EXERCISE BRIEF => How many lines below include the string "this"? State the number alone.

DATASET CONTENT =>
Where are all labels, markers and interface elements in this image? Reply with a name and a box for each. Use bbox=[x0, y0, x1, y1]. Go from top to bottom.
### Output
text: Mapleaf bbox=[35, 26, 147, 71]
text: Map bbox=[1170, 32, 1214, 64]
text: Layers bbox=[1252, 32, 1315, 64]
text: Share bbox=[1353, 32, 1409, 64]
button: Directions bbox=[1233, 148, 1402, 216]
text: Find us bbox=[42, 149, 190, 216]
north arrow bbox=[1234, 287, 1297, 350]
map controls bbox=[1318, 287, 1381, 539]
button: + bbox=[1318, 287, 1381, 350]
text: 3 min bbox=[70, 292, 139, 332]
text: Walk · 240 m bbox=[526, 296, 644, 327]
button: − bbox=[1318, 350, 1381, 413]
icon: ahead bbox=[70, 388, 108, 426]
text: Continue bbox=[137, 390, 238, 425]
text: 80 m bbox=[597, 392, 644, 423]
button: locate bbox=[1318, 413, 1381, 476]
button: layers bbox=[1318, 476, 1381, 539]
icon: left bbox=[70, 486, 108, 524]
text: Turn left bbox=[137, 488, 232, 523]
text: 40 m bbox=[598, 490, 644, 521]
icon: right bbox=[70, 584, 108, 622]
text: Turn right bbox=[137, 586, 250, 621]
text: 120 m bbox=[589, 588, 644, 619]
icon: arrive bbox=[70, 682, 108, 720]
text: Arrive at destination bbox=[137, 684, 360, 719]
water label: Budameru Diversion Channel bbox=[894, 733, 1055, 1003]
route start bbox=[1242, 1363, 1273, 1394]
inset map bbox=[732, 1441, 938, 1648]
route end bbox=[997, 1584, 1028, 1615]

* * *

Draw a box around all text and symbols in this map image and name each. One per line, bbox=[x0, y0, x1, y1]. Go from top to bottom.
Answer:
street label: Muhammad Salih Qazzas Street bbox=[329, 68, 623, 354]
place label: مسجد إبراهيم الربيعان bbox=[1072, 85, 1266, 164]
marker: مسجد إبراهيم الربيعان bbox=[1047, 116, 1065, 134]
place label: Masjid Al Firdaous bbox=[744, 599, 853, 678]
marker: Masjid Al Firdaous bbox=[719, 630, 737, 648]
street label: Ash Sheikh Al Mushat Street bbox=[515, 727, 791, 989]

--

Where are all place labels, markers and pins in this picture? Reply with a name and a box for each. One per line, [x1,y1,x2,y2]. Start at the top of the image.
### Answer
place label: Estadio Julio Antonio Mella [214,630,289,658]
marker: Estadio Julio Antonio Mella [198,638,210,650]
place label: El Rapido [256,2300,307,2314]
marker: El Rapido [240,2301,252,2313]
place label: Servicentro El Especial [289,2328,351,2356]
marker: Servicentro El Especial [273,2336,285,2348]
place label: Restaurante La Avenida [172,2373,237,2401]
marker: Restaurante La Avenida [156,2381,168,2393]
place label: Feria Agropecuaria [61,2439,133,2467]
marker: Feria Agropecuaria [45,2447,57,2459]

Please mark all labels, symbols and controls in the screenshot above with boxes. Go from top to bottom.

COMPLETED EXERCISE => 3